NBA FINALS Nets hold on, 77-76, to tie series at 2



Game 5 is Friday at the Meadowlands.
EAST RUTHERFORD, N.J. (AP) -- In one impossibly fluid motion, Manu Ginobili stole a New Jersey pass and dribbled the ball behind his back while hurdling the intended receiver. He raced up the floor for a layup -- and he somehow missed the entire rim.
Almost every moment of beauty so far in the NBA Finals has been obscured by something hideous. The Nets and the San Antonio Spurs are crossing new frontiers of offensive ineptitude.
But when Ginobili launched a 3-pointer that could have tied the game with three seconds remaining, the struggles of the previous 48 minutes were forgotten for a moment.
Strangely enough, these teams' relatively equal awfulness has produced a tense series with the promise of genuine drama -- or at least more tragi-comedy.
K-Mart leads
Kenyon Martin had 20 points and 13 rebounds, and Ginobili badly missed the next-to-last shot in the Nets' bruising 77-76 victory over the Spurs in Game 4 Wednesday night.
New Jersey's first home finals victory evened the series at 2-2, with Game 5 Friday night at the Meadowlands.
Martin personified the Nets' ragged determination on a play that probably determined the game. New Jersey trailed by a point with 1:16 remaining when Richard Jefferson drove the lane and passed to Martin, whose shot was blocked by Tim Duncan.
Martin grabbed the ball and went up again, and Duncan blocked it again. Martin snarled as he grabbed the ball again; the third time up, he drew a foul, and his two free throws put New Jersey ahead for good.
"We're not satisfied," Martin said. "I wasn't satisfied when he blocked the first one and got it back and blocked the second one. I was going to make something happen.
"That's the attitude of this team. We are never going to quit until it's over."
Horrible shooting
Jefferson added 18 points and 10 rebounds, and Jason Kidd had 16 points, nine assists and eight rebounds despite another horrible shooting performance. The Nets survived an 11-point third quarter that was just the start of their troubles.
They shot 36 percent. They blew a 15-point lead. They didn't have a basket in the final four minutes. They allowed Ginobili to get open on the final inbounds play.
But their woes were nothing compared to the Spurs' miserable offensive performance. San Antonio shot 29.8 percent (26-of-90) -- the third-worst shooting game in NBA Finals history.

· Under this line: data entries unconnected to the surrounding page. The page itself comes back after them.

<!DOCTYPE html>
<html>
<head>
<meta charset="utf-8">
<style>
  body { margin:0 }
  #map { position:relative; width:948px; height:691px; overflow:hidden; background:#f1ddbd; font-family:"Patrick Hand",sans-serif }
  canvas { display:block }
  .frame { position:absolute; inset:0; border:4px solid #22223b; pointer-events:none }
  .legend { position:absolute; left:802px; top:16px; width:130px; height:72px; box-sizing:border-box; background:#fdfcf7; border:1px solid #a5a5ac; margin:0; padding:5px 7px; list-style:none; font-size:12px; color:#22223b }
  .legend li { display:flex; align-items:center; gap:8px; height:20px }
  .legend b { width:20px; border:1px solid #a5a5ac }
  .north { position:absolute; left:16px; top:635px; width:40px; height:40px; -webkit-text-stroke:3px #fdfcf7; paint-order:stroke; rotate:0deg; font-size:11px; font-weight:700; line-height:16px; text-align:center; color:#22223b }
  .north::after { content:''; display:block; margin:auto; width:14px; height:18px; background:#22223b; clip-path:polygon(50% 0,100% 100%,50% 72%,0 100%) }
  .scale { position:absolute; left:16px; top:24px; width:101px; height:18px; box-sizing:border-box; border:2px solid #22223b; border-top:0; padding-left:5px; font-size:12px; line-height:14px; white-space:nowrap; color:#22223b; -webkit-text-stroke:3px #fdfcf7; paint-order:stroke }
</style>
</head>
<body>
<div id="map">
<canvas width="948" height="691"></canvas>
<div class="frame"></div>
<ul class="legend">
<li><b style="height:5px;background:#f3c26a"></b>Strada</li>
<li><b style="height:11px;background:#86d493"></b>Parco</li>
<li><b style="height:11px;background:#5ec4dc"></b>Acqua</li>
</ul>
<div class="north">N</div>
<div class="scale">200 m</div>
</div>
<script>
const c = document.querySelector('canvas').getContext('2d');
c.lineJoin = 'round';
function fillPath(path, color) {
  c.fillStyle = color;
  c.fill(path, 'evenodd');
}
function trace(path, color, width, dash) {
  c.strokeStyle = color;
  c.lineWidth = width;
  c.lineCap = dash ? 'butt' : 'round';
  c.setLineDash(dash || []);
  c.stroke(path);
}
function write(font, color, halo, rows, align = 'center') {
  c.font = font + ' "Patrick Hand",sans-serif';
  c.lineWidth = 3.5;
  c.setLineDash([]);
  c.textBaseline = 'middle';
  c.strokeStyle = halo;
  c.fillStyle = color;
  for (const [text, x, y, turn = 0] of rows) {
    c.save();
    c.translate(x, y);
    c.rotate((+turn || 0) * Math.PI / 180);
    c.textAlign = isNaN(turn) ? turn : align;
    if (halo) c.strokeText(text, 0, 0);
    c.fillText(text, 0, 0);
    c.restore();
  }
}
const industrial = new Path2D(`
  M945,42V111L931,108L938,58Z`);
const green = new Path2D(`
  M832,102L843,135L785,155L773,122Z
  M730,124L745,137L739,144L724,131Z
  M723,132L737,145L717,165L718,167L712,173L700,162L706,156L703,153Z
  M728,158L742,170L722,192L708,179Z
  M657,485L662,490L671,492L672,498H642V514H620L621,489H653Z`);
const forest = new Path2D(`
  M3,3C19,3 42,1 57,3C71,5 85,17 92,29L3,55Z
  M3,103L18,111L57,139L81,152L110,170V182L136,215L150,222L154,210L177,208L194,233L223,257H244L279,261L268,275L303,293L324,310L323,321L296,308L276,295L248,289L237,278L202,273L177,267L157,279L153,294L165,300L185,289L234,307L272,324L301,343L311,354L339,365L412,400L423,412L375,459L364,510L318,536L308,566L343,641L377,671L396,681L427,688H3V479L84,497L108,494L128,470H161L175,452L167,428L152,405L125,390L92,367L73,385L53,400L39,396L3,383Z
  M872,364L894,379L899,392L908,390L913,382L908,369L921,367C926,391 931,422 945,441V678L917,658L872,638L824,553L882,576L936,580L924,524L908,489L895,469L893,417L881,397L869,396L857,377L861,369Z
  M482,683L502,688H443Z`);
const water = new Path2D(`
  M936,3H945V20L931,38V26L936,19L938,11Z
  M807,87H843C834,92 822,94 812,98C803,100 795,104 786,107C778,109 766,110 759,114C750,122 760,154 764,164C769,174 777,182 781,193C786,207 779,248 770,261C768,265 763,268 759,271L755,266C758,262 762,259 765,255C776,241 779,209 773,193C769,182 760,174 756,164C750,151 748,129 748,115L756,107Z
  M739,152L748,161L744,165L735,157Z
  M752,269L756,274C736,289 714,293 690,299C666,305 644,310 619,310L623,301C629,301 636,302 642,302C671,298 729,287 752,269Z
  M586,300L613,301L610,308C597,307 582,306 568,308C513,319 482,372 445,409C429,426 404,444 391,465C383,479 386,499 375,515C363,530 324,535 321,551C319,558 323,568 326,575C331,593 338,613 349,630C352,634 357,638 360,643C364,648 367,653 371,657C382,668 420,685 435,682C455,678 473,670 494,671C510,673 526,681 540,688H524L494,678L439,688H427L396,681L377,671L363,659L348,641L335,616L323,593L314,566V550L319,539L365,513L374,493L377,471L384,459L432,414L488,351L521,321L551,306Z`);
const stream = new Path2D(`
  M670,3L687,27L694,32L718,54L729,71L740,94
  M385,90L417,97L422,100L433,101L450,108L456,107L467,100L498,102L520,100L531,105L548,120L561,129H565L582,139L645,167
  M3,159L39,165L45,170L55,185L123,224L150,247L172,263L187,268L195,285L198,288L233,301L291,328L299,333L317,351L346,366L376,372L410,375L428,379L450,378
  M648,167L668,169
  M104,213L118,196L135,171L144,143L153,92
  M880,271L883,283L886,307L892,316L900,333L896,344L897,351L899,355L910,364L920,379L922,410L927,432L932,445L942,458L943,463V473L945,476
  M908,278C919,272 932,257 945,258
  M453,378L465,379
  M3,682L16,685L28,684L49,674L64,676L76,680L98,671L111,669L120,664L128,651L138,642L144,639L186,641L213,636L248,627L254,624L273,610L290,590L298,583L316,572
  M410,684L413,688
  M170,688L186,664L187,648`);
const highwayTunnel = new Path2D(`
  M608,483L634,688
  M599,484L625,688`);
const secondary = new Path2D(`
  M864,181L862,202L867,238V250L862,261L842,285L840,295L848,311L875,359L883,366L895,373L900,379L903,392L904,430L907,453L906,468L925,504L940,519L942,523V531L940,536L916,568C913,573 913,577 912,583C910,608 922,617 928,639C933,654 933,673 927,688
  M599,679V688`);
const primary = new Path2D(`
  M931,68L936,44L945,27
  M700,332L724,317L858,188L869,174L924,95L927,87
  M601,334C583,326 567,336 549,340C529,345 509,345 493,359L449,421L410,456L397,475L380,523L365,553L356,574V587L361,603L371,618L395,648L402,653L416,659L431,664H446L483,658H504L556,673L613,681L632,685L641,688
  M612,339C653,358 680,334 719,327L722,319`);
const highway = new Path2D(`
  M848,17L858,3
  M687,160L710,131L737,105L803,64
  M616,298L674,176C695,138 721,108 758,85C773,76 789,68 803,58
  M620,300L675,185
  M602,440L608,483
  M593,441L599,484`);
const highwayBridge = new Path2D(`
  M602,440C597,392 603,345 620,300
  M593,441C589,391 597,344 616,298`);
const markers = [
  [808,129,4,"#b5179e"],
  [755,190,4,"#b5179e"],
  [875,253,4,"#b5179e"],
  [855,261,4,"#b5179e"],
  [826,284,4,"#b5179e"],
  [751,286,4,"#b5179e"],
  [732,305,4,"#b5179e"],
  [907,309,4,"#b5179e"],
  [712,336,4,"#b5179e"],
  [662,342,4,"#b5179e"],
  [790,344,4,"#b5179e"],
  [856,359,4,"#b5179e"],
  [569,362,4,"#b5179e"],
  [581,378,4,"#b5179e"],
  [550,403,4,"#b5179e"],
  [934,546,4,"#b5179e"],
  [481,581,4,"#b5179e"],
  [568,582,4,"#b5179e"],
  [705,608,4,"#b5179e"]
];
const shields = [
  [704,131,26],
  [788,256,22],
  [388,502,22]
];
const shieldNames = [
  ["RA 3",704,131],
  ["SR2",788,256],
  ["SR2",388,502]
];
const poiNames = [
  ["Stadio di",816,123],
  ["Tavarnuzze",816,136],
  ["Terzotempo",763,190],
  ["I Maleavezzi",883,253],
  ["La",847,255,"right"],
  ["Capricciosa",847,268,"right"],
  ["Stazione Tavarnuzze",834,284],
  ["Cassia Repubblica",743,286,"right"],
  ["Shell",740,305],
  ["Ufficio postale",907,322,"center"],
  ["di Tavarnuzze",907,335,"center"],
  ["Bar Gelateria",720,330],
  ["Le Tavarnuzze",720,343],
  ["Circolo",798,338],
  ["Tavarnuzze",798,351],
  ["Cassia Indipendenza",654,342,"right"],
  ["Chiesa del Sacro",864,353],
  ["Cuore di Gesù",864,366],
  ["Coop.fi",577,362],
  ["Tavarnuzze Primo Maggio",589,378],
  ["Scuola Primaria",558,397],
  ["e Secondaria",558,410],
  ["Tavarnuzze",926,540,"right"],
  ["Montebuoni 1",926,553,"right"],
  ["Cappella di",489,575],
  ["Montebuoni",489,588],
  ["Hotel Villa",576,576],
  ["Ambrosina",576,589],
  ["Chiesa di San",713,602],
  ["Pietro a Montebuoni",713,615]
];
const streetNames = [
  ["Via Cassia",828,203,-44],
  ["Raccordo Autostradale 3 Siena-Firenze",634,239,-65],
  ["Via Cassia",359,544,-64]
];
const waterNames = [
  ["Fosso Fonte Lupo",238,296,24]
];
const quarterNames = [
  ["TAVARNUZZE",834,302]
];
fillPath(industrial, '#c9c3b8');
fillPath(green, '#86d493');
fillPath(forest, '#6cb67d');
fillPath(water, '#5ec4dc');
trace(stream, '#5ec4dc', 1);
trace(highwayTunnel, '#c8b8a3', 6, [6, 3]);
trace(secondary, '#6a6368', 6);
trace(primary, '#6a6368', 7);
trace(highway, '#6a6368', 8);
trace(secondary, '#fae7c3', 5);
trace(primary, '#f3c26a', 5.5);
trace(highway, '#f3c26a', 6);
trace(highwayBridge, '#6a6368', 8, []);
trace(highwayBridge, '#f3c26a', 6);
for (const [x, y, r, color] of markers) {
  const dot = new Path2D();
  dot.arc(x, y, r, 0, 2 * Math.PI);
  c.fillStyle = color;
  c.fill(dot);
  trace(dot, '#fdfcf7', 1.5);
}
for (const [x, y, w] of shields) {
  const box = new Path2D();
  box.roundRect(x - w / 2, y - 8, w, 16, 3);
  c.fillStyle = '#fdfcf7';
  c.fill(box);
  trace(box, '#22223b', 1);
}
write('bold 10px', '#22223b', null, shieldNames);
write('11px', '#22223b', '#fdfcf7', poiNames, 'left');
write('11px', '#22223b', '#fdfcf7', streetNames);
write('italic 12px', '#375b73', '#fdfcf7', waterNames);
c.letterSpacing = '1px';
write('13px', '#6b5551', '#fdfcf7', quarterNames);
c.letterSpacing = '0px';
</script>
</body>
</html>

Duncan had 23 points, 17 rebounds and seven blocks, but Tony Parker's 1-for-12 performance lowlighted an erratic team effort.
Put them together, and it's no wonder Martin left the court shrugging his shoulders and grinning sheepishly. There have been only three lower-scoring games in the finals since the advent of the shot clock in 1954.
"Shooting was a little bit of a problem," Spurs coach Gregg Popovich said.
Added Nets coach Byron Scott: "We struggled offensively, but the good thing is, so did they, the whole game."
After Martin won his low-post battle with Duncan, New Jersey stayed ahead by controlling the ball for 45 straight seconds during the final minute. The Nets got two offensive rebounds before Kidd made two free throws with 9.1 seconds remaining for a three-point lead.
After a quick jumper by Duncan and two more free throws by Kidd in the hushed arena, the Spurs executed a pretty cross-court inbounds pass. Ginobili got a clear look at the basket after a pump-fake, but the Argentine guard barely got it to the rim, where Kidd swatted it away.
Duncan made a jumper as time expired -- but San Antonio needed three points to tie, not two.